Saved data entries

= = =

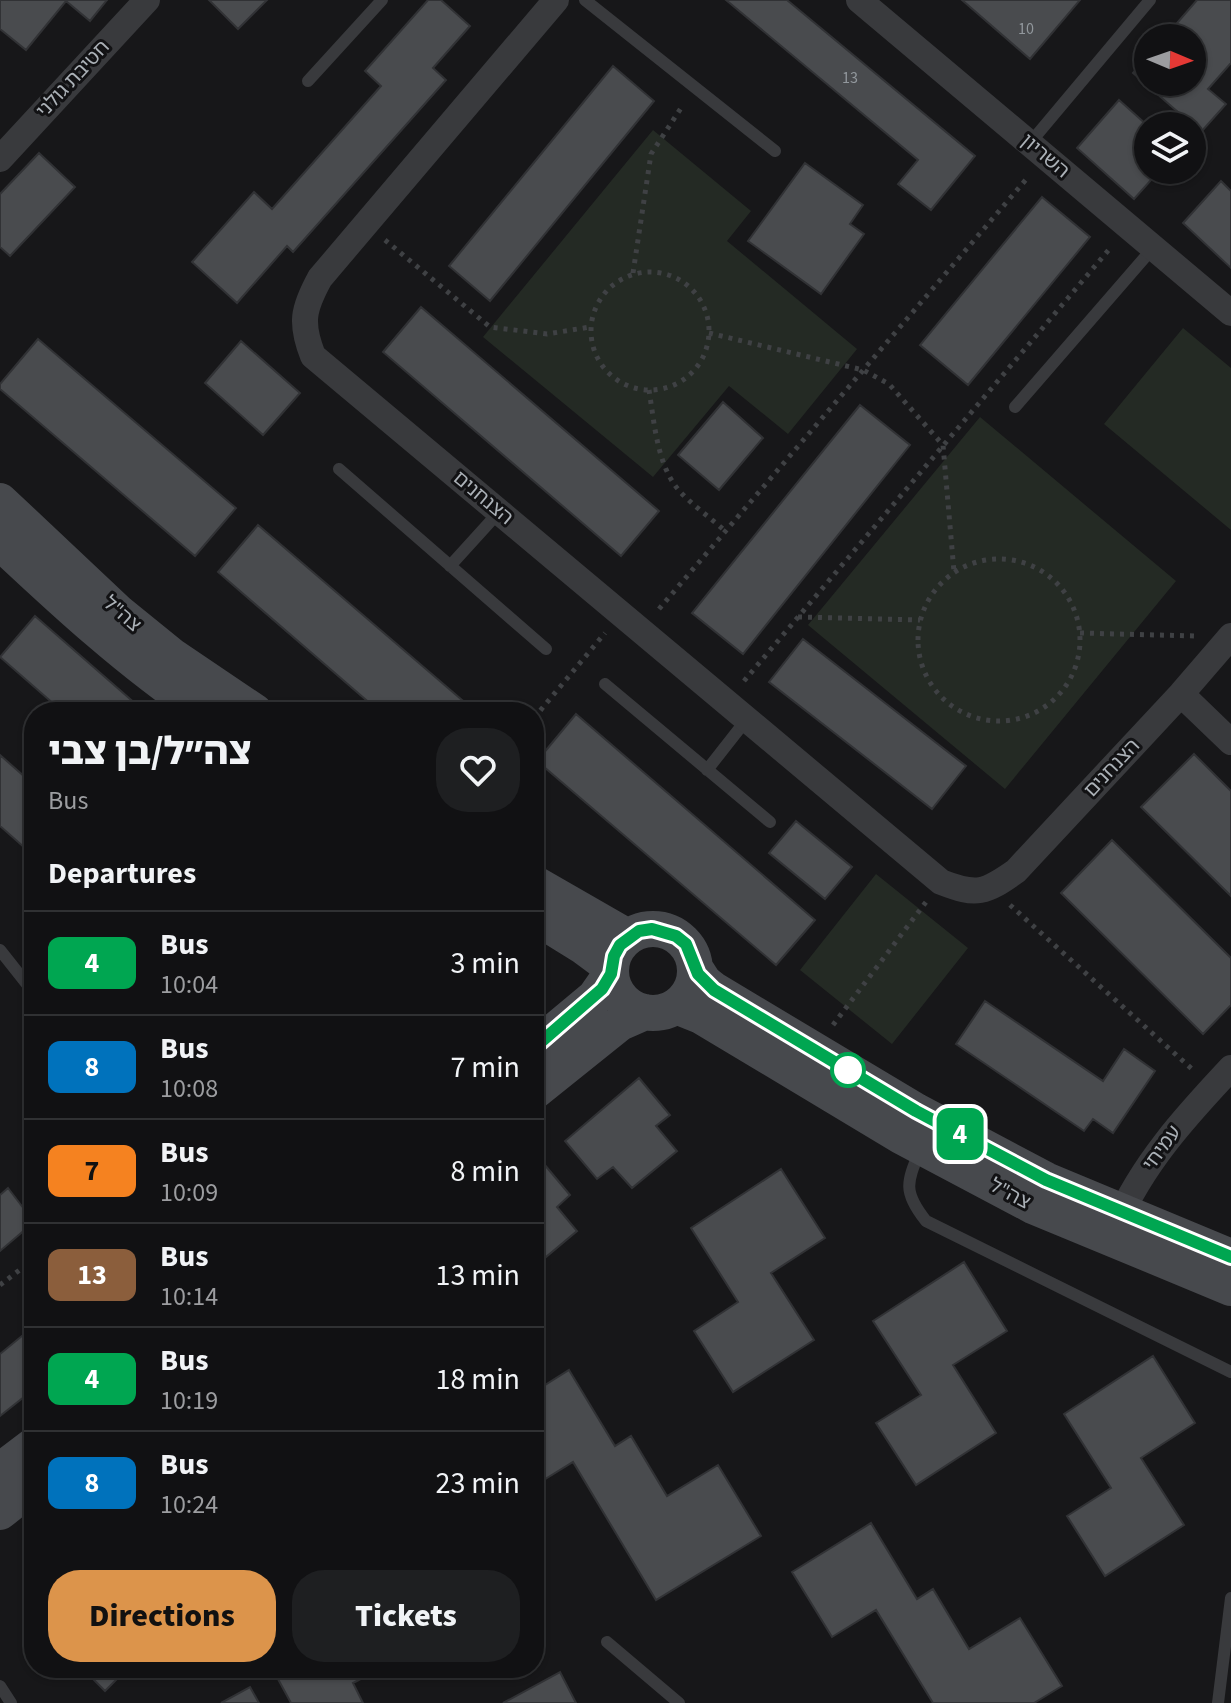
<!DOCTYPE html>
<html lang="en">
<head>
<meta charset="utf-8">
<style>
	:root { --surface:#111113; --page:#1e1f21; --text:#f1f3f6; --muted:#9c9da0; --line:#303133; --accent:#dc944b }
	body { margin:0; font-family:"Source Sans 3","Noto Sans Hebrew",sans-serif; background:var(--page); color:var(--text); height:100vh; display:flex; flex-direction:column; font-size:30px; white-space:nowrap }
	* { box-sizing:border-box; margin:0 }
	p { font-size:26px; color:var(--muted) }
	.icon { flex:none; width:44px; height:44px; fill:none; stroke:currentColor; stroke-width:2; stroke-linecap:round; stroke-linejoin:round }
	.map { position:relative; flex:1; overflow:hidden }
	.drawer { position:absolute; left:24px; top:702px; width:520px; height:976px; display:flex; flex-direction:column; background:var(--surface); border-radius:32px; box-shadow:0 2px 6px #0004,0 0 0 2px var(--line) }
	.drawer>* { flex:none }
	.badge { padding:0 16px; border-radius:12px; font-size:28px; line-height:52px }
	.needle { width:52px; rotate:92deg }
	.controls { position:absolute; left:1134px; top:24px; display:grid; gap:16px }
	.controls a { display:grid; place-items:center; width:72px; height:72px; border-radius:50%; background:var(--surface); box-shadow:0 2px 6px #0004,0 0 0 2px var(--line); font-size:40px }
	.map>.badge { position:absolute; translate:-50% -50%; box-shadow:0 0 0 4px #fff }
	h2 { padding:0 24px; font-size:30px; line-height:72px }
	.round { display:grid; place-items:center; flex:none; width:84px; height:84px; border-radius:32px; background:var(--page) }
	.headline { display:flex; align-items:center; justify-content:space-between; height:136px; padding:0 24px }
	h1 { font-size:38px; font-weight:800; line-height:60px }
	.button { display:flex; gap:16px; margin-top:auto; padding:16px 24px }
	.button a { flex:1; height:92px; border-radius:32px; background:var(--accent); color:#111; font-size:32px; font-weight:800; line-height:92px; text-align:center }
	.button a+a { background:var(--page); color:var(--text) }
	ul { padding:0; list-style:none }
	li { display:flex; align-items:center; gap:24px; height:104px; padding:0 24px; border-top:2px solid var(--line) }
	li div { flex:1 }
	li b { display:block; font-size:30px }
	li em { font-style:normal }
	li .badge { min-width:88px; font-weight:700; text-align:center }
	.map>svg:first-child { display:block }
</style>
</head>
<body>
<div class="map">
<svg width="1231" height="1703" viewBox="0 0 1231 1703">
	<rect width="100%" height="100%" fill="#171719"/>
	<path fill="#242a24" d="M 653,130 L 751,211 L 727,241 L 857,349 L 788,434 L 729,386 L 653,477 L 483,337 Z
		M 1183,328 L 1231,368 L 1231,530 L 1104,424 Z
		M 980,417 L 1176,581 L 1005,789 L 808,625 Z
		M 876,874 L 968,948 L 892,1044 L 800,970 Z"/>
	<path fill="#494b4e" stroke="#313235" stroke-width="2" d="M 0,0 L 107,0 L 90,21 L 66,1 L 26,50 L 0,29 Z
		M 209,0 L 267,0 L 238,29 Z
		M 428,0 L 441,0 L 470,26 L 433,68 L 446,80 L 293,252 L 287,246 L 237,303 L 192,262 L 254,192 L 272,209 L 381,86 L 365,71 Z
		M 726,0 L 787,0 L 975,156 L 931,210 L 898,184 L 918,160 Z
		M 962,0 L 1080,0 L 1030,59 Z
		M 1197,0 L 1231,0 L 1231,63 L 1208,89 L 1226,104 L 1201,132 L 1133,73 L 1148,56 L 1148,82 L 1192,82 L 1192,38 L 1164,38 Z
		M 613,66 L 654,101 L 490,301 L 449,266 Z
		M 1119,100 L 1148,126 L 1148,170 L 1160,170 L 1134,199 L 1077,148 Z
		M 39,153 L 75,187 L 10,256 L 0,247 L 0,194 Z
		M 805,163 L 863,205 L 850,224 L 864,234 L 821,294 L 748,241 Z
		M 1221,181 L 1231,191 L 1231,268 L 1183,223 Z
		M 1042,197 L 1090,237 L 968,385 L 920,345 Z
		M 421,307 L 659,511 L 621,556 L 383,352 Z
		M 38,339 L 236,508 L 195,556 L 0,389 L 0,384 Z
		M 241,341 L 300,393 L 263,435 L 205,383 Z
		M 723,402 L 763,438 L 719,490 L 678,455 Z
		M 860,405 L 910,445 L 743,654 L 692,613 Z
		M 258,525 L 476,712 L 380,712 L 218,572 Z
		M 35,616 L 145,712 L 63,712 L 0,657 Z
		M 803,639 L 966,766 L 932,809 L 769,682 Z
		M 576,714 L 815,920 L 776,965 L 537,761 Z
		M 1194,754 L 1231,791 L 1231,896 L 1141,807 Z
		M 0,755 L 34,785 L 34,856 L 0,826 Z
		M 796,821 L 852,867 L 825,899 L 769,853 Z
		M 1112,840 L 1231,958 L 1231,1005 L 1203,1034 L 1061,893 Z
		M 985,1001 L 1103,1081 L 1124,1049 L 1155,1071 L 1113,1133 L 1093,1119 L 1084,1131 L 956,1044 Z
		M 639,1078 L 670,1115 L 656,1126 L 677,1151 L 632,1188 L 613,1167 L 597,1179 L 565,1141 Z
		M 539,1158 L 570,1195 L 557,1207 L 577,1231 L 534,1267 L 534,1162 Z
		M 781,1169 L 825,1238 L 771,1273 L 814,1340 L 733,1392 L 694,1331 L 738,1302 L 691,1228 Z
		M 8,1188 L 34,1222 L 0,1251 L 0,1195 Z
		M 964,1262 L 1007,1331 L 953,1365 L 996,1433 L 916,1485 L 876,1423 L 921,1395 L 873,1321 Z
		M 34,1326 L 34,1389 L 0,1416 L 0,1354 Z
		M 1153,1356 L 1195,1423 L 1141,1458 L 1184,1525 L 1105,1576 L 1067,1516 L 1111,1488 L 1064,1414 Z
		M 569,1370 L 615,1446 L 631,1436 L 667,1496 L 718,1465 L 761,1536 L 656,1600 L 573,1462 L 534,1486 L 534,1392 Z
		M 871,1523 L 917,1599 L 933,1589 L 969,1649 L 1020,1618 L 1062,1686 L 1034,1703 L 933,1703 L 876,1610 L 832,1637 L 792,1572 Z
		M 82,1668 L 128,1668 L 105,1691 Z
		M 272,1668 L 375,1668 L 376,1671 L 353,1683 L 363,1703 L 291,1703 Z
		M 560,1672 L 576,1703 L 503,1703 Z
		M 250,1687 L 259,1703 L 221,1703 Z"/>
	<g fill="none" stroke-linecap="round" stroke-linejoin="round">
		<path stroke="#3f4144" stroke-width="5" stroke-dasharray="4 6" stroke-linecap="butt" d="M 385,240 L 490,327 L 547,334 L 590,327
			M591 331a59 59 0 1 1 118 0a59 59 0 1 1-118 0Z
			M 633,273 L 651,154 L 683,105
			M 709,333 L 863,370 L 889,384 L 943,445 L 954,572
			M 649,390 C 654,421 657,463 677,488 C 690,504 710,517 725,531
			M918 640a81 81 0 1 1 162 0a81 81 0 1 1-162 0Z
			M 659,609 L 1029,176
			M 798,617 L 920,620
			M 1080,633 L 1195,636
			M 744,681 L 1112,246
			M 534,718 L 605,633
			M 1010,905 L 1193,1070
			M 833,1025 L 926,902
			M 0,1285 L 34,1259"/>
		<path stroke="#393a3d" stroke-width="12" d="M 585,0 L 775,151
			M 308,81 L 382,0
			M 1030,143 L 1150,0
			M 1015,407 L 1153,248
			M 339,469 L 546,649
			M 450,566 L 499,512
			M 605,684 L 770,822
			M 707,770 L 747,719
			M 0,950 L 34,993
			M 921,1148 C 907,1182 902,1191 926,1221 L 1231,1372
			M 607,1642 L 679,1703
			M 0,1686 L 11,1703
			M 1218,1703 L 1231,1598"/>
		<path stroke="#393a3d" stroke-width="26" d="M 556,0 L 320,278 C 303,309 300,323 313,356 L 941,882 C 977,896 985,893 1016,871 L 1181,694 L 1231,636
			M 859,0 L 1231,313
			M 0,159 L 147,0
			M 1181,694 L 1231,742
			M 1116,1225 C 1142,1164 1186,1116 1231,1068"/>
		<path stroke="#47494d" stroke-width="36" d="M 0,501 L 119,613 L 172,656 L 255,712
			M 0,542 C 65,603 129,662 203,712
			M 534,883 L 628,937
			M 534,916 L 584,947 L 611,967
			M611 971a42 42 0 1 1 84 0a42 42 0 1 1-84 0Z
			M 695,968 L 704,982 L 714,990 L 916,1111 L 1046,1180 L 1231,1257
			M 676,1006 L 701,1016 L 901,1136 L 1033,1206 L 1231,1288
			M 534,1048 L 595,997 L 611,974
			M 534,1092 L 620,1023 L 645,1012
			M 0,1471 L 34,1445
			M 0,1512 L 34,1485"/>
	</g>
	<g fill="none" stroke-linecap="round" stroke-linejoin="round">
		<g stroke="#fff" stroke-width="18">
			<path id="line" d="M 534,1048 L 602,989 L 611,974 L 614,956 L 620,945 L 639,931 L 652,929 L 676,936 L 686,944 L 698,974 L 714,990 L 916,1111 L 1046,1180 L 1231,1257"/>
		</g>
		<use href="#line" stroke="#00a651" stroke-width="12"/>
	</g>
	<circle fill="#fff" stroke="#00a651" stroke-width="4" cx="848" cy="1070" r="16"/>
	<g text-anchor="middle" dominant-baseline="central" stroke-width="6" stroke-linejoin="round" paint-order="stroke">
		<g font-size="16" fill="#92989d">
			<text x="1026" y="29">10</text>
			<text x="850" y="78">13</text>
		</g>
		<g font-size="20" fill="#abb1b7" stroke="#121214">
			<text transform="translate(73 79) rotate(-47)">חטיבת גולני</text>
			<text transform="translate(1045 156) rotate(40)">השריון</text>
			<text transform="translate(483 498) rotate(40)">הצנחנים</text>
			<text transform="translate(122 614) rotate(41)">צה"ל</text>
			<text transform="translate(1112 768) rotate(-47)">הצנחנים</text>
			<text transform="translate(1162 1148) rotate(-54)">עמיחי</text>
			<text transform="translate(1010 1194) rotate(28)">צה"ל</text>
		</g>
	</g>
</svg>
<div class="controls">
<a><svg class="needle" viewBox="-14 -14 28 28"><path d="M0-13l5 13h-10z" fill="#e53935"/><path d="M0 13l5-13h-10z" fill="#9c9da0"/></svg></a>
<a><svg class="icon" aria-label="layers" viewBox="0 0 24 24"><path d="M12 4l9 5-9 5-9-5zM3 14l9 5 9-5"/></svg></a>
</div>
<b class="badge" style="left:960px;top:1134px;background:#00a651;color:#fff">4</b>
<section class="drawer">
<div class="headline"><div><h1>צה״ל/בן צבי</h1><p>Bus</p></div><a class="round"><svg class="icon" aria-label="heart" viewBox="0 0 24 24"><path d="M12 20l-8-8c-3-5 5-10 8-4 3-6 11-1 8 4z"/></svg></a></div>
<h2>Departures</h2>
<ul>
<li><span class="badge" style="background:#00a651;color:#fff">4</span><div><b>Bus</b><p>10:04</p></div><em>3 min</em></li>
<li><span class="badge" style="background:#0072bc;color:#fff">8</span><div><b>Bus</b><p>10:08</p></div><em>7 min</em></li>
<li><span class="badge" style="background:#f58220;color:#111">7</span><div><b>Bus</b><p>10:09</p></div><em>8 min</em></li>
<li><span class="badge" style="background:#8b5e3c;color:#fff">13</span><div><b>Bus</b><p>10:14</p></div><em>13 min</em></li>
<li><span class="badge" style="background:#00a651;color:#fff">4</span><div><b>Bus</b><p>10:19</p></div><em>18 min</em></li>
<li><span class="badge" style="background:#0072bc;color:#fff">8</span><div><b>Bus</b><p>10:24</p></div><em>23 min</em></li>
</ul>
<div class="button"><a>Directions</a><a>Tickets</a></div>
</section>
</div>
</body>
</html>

= = =

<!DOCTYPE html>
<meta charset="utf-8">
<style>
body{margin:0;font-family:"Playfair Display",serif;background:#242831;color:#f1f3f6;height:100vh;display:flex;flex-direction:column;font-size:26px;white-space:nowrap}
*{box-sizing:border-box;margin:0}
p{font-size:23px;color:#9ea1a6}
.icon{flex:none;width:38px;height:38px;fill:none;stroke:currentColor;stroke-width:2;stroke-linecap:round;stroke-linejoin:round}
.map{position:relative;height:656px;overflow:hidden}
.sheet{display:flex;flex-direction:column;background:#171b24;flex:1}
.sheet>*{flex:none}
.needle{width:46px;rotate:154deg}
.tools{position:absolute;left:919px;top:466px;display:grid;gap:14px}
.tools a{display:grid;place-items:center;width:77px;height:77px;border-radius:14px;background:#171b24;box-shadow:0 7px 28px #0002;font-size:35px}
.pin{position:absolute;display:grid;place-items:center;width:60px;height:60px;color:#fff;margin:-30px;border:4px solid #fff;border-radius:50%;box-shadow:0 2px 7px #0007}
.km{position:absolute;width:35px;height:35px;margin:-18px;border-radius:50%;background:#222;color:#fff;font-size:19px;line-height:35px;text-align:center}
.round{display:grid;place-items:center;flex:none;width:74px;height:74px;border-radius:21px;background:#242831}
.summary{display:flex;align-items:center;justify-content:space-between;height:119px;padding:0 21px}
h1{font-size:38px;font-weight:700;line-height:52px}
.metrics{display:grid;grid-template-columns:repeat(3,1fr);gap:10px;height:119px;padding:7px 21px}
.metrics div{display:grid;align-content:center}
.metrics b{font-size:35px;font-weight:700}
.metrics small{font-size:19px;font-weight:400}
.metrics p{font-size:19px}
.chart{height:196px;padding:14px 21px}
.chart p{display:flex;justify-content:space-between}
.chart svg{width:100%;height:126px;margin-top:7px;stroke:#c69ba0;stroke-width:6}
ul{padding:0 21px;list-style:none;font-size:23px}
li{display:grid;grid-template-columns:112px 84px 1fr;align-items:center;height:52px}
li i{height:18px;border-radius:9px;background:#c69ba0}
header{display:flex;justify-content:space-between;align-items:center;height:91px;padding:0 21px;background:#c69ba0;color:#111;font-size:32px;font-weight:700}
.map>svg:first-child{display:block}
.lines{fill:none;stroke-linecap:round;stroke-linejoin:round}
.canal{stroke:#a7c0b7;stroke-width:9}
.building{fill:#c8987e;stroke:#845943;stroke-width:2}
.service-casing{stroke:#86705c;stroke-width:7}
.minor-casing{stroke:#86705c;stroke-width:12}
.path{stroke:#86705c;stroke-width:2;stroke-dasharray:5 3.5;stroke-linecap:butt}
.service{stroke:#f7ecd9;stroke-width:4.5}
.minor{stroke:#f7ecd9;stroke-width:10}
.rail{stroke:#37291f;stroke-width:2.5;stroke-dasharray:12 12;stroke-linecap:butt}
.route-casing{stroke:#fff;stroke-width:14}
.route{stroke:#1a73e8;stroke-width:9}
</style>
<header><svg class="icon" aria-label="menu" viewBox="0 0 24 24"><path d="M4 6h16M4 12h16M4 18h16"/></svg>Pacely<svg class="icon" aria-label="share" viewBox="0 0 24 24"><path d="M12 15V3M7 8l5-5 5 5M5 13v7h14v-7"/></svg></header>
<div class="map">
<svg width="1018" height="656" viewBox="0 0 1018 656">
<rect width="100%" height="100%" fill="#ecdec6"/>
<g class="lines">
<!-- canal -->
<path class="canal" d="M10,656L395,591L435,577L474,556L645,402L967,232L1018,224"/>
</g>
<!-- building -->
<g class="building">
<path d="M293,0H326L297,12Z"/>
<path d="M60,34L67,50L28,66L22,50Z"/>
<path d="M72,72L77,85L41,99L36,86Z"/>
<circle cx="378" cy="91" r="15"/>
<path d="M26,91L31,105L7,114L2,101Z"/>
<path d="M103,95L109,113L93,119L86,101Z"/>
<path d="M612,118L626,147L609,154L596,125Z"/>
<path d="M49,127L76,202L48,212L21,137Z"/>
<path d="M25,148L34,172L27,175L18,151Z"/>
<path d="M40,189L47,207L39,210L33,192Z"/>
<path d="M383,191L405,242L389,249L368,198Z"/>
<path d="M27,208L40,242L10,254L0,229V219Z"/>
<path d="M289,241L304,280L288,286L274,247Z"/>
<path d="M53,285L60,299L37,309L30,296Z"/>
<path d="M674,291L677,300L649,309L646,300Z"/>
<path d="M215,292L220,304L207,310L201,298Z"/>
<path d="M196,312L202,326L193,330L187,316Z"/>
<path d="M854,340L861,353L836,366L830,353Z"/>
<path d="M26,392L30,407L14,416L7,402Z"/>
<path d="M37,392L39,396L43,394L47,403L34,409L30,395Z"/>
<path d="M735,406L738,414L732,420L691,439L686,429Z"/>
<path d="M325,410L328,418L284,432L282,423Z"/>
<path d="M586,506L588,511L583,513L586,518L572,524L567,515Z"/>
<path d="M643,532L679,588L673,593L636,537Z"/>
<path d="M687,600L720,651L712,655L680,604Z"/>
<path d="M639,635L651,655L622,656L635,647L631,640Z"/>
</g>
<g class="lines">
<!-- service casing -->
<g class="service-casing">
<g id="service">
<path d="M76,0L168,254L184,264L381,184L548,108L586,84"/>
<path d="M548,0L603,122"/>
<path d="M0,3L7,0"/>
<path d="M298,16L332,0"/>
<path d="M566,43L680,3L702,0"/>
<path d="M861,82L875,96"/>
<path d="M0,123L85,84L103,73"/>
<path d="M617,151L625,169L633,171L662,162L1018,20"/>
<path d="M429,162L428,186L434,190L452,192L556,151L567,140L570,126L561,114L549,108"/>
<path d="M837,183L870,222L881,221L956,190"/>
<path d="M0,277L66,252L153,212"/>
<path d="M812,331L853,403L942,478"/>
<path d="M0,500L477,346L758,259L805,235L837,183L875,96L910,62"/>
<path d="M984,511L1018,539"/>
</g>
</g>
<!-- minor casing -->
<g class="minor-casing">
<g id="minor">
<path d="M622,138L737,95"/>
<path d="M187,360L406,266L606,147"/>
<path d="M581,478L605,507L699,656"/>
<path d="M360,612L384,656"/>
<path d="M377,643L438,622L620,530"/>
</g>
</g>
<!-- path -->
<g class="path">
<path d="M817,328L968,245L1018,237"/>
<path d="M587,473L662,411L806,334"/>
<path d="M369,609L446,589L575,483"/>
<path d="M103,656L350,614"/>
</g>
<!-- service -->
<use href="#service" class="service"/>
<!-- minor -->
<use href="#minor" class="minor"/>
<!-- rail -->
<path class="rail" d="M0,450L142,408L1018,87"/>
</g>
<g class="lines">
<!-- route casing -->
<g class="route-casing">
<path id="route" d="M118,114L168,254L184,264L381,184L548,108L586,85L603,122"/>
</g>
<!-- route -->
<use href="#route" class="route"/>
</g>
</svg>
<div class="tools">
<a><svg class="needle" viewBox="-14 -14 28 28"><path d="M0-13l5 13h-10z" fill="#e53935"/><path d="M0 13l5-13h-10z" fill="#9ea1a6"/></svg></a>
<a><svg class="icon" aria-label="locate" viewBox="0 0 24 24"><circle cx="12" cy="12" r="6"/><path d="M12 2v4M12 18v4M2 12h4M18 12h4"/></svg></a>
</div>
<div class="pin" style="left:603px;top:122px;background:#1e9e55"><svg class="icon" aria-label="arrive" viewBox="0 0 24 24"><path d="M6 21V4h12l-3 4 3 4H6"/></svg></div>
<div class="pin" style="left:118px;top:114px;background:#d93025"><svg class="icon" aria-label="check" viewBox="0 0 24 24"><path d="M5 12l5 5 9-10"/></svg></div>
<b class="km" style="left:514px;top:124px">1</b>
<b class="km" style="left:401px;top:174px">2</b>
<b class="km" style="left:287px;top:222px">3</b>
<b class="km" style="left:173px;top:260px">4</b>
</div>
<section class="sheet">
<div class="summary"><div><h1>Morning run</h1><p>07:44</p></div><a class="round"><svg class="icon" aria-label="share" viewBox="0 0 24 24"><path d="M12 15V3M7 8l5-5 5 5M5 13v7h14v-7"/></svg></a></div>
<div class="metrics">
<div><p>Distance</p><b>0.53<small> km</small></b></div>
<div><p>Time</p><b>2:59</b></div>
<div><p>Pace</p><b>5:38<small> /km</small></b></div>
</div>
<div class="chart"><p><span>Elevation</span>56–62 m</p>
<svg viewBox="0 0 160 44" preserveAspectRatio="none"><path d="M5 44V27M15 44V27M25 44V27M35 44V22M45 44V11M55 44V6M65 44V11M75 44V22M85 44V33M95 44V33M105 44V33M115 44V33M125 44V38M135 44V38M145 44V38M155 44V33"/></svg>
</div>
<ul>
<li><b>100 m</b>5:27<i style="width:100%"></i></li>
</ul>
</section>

= = =

Find every line in the records that contains the word "share"; copy those lines.

**TASK SOLUTION:**
<header><svg class="icon" aria-label="menu" viewBox="0 0 24 24"><path d="M4 6h16M4 12h16M4 18h16"/></svg>Pacely<svg class="icon" aria-label="share" viewBox="0 0 24 24"><path d="M12 15V3M7 8l5-5 5 5M5 13v7h14v-7"/></svg></header>
<div class="summary"><div><h1>Morning run</h1><p>07:44</p></div><a class="round"><svg class="icon" aria-label="share" viewBox="0 0 24 24"><path d="M12 15V3M7 8l5-5 5 5M5 13v7h14v-7"/></svg></a></div>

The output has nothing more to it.